Es ist, als ob ich schwebe!" rufen wir aus, wenn wir uns ganz leicht, unbelastet und heiter fühlen. Schweben tut beispielsweise, wer in eine kilometertiefe Schlucht springt. Wenn er ausklammert, was ihm unten blüht, kann er bis zum Aufprall eine wunderschöne Zeit genießen. Hans Eichel erlebt das gerade. Während er so dahinsaust, begegnen ihm lauter bunte Visionen von überirdischer Schönheit: 0,75 Prozent Wirtschaftswachstum für 2003! Die Konjunkturerholung, die schon in ein paar Monaten alles wieder richten wird und die Agenda, ja!, die Agenda, die ihn gleich mit starker Hand wieder nach oben über die Klippen zieht. Der Fallwind durchwirbelt sein Haar und er spürt: Es geht voran. Er weiß nichts von der Rezession im ersten Quartal, nichts davon, daß die zusätzlichen Steuerausfälle bis 2006 die befürchteten 126 Milliarden weit übersteigen werden und daß die Weltwirtschaft nach allem Möglichen aussieht - nur eben nicht nach dem großen Aufschwung ... ihm geht es gut. Also bis gleich, Hans, wir warten unten auf dich.

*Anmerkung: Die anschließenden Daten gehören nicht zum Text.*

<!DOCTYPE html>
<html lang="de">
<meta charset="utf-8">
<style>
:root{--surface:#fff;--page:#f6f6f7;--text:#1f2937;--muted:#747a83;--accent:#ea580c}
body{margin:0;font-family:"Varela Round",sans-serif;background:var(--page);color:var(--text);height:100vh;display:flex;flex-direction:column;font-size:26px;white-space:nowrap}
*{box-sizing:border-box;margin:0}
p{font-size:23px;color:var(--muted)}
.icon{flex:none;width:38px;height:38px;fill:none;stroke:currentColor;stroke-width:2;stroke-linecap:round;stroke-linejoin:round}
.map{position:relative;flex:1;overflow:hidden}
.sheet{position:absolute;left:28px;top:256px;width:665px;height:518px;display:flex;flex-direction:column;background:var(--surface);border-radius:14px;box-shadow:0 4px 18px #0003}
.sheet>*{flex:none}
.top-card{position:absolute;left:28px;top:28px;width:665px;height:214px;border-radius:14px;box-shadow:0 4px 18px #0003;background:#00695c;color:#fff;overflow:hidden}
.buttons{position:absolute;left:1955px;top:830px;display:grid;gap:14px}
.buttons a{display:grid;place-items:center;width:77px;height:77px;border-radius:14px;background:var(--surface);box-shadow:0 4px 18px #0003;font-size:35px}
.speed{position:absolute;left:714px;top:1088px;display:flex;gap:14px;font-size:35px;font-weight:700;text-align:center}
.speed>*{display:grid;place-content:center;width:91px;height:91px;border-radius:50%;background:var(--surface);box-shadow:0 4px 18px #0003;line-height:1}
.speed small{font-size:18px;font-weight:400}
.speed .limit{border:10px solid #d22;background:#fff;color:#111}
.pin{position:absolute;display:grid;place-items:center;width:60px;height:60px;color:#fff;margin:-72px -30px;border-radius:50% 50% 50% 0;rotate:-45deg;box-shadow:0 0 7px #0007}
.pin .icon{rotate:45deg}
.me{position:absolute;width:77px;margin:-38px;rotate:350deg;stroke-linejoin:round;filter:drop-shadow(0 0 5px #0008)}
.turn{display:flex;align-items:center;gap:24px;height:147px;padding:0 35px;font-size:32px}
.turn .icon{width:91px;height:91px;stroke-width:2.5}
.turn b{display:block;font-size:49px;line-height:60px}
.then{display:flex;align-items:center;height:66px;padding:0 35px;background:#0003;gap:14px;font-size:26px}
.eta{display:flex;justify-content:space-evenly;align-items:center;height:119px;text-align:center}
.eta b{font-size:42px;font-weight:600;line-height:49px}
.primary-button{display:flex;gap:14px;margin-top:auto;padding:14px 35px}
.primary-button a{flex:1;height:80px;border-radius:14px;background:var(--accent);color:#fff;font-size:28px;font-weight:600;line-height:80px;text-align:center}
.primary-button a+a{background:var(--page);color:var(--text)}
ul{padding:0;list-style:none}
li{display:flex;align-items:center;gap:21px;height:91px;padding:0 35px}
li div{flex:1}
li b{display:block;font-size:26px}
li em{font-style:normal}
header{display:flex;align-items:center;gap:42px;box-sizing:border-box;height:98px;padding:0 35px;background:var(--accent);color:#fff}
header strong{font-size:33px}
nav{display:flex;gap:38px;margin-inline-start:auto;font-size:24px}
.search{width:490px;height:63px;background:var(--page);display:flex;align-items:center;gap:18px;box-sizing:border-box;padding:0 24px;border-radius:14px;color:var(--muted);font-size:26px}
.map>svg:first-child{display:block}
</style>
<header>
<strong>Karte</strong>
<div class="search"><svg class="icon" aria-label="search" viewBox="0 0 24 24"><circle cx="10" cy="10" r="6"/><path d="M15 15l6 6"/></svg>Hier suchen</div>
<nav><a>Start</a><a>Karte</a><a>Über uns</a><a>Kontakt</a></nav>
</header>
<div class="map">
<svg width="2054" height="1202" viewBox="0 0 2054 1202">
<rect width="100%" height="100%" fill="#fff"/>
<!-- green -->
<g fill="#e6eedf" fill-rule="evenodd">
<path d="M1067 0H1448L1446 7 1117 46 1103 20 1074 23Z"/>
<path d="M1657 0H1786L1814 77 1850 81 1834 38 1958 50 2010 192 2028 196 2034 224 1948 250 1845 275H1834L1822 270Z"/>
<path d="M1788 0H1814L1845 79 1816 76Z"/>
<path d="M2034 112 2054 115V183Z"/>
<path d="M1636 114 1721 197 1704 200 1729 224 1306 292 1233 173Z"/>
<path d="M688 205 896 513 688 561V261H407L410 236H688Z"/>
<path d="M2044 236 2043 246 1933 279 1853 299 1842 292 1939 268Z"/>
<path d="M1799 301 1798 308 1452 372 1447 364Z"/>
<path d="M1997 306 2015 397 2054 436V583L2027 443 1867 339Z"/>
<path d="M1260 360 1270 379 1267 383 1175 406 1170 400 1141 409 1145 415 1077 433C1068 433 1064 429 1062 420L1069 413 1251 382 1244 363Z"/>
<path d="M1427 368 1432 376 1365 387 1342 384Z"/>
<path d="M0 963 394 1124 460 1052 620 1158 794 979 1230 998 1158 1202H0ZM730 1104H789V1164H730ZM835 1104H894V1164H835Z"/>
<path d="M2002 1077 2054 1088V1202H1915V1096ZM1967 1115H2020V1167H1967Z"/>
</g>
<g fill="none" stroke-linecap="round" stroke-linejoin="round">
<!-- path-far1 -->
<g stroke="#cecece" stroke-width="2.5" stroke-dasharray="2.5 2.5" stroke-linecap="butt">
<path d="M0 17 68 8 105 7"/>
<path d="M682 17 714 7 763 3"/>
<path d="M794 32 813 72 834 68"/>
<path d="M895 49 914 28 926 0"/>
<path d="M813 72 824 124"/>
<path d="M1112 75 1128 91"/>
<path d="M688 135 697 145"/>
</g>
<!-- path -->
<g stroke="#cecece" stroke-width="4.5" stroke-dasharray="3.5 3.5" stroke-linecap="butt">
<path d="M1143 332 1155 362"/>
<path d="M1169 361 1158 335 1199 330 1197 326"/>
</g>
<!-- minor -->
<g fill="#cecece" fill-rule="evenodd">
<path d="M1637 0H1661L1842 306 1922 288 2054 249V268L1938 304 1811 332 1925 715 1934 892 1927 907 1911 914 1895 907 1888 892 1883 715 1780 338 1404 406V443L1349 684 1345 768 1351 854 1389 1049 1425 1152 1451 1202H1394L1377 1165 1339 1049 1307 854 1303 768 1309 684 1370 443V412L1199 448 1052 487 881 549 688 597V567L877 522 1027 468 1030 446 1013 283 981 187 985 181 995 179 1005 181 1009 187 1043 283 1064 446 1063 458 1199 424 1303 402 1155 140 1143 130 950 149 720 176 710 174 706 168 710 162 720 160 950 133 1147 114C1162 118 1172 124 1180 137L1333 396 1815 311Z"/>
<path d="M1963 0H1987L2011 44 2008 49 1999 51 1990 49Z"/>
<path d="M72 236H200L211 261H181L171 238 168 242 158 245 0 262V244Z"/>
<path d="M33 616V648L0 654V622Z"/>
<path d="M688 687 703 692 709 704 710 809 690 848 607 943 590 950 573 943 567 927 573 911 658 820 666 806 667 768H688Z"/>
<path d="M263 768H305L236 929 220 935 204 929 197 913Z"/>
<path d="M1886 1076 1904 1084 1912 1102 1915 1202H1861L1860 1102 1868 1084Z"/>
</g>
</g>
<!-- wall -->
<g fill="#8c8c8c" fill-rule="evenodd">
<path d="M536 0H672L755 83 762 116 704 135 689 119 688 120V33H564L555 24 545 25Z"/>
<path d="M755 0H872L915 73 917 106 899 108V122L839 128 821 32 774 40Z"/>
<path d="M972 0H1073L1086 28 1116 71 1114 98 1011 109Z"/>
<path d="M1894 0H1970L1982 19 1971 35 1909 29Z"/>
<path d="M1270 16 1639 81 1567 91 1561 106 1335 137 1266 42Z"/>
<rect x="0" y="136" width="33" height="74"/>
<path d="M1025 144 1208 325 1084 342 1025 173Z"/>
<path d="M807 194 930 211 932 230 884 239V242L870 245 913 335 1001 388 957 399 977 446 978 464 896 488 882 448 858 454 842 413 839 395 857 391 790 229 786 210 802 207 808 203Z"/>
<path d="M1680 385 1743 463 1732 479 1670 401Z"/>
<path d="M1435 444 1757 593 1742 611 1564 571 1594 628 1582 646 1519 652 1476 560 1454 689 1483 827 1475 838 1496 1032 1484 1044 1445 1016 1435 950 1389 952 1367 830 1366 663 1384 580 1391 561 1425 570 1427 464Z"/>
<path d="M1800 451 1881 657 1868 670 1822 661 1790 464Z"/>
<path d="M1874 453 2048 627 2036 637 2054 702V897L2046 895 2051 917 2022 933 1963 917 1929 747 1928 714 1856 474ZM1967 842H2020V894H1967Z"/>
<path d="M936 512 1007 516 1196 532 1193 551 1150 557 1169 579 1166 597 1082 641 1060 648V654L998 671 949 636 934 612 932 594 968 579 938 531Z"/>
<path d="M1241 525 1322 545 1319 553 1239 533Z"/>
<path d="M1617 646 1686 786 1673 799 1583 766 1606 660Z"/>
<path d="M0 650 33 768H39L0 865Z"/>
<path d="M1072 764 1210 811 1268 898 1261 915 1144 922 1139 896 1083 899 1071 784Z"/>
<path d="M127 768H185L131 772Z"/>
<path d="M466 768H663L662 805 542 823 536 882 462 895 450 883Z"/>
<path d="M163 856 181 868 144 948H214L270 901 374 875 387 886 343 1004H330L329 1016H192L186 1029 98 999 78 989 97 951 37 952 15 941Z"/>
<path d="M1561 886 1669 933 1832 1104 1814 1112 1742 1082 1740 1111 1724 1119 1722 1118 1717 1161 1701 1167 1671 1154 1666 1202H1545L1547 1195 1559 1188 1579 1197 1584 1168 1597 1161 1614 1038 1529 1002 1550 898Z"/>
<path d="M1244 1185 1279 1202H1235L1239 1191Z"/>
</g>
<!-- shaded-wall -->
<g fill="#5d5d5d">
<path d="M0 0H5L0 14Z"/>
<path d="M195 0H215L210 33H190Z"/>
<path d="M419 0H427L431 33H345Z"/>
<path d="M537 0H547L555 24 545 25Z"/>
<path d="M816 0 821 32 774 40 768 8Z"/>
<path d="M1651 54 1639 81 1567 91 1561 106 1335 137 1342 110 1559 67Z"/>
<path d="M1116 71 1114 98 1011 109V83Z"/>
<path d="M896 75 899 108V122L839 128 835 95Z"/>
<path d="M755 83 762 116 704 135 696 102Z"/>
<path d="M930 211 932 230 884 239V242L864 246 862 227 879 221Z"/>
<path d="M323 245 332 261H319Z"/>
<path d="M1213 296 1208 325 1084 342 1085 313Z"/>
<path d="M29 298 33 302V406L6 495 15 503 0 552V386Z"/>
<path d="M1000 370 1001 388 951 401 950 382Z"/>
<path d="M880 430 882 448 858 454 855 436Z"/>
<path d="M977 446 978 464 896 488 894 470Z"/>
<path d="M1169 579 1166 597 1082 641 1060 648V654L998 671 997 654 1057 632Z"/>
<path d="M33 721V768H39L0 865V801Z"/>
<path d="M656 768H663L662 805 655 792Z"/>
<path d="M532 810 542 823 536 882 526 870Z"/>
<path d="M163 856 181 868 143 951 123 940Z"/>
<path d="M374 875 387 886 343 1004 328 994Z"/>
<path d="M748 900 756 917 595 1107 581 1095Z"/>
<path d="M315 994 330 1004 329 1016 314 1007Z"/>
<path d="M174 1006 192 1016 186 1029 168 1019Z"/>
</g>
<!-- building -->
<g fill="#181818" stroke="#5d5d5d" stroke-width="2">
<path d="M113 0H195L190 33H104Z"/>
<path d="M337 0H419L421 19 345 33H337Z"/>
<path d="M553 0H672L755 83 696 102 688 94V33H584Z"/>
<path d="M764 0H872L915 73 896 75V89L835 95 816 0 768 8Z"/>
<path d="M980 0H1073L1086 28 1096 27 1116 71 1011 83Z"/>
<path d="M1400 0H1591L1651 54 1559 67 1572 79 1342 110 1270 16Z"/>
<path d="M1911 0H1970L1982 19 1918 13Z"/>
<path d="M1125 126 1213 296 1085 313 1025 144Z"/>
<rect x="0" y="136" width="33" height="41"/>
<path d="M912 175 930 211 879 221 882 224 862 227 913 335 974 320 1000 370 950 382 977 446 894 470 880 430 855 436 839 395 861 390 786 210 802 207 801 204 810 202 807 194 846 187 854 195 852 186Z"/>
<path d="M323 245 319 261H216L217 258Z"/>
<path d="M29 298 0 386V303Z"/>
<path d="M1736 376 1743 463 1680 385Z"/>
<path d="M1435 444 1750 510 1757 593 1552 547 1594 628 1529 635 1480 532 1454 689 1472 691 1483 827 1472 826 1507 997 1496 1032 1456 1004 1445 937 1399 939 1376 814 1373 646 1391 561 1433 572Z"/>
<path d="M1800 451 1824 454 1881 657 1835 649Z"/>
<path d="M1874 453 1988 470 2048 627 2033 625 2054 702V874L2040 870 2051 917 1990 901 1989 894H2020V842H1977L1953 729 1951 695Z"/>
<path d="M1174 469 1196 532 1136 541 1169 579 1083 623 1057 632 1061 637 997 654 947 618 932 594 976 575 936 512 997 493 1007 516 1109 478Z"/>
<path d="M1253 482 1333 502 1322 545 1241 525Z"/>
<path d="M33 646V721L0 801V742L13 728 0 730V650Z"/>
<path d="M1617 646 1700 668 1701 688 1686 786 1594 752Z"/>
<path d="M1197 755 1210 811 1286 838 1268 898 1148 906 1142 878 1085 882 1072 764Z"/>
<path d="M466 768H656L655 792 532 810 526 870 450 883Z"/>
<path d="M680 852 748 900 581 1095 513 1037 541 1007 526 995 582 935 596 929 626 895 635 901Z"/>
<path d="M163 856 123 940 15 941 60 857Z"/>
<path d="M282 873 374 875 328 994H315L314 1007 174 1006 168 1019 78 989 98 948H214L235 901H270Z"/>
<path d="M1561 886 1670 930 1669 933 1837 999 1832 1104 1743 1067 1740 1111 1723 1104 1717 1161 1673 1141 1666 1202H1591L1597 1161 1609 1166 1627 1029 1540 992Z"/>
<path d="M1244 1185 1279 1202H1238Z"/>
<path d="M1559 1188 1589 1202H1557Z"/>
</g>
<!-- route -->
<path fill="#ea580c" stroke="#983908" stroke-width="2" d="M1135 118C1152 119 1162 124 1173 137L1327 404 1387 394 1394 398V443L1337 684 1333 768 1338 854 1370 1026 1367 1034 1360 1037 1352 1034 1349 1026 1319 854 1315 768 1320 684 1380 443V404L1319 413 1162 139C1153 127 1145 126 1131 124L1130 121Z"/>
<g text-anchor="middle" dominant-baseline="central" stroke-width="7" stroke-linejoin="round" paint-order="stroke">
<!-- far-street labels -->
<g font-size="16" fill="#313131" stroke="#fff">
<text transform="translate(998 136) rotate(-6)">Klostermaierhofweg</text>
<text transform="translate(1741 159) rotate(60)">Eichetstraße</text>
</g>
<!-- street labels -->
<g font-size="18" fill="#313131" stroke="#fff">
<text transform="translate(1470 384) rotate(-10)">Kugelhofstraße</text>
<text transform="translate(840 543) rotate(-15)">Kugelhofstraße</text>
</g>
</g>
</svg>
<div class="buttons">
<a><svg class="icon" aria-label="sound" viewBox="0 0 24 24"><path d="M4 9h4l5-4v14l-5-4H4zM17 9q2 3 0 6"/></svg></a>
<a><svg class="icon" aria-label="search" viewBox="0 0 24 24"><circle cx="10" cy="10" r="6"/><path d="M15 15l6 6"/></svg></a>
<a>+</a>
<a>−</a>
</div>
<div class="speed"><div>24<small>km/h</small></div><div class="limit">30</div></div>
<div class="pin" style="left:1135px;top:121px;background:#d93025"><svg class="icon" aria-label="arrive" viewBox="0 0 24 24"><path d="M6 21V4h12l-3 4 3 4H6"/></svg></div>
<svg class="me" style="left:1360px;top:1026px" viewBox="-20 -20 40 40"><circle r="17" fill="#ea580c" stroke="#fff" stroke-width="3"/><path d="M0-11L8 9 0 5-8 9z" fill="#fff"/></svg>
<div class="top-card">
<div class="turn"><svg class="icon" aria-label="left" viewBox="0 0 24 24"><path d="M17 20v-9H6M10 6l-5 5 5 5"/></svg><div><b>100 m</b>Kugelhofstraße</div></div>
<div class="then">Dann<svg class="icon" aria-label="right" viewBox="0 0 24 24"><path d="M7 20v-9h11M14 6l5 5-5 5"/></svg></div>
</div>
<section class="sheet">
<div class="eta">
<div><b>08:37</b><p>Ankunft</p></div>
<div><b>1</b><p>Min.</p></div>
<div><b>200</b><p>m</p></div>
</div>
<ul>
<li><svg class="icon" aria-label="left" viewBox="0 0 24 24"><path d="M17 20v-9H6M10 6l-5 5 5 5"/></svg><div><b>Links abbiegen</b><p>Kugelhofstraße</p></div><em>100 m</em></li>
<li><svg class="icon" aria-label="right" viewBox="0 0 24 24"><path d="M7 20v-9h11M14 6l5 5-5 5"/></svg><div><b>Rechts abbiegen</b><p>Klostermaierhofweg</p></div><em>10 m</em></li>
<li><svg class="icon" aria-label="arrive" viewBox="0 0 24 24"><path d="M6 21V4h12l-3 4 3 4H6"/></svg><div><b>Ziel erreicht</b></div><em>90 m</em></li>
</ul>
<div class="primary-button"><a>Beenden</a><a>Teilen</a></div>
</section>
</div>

Die Vermögensteuer ist nicht totzukriegen. Wer noch was hat, soll das gefälligst abliefern, fordern Gewerkschaften und SPD-Linke. "Richtig Geld in die Hand nehmen" nennt DGB-Chef Sommer das und kriegt ganz feuchte Finger dabei. Die geizigen Reichen werfen ein, diese Steuer werde mehr Verwaltungskosten verursachen, als sie einbringt. "Vermögen" verteile sich auf Geld, Wertpapiere, Möbel, Häuser und Tausende Dinge mehr, die der Fiskus umständlich erfassen müßte.

Da ist natürlich was dran. Andererseits würden Eichels Fahnder nur auf diese Weise endlich umfassend erfahren, was die hinterhältigen Bürger ihm in den Tresoren, Konten und Wohnstuben alles vorenthalten. Von Omas Silberbesteck, den teuren Klamotten und Möbeln bis zum antiken Angelgerät von Onkel Fritz. Das muß komplett aufgelistet werden, zählt es doch schließlich zum "Vermögen". Wie alles, was sich zu Geld machen ließe. Moment mal - richtig! Was ist dann eigentlich mit dem "geistigen Vermögen"? Mathekenntnisse, Fremdsprachen, handwerkliche Begabung oder die Fähigkeit, hübsche Gedichte zu schreiben: All das ist doch was Wert - am Markt! "Vermögen" also.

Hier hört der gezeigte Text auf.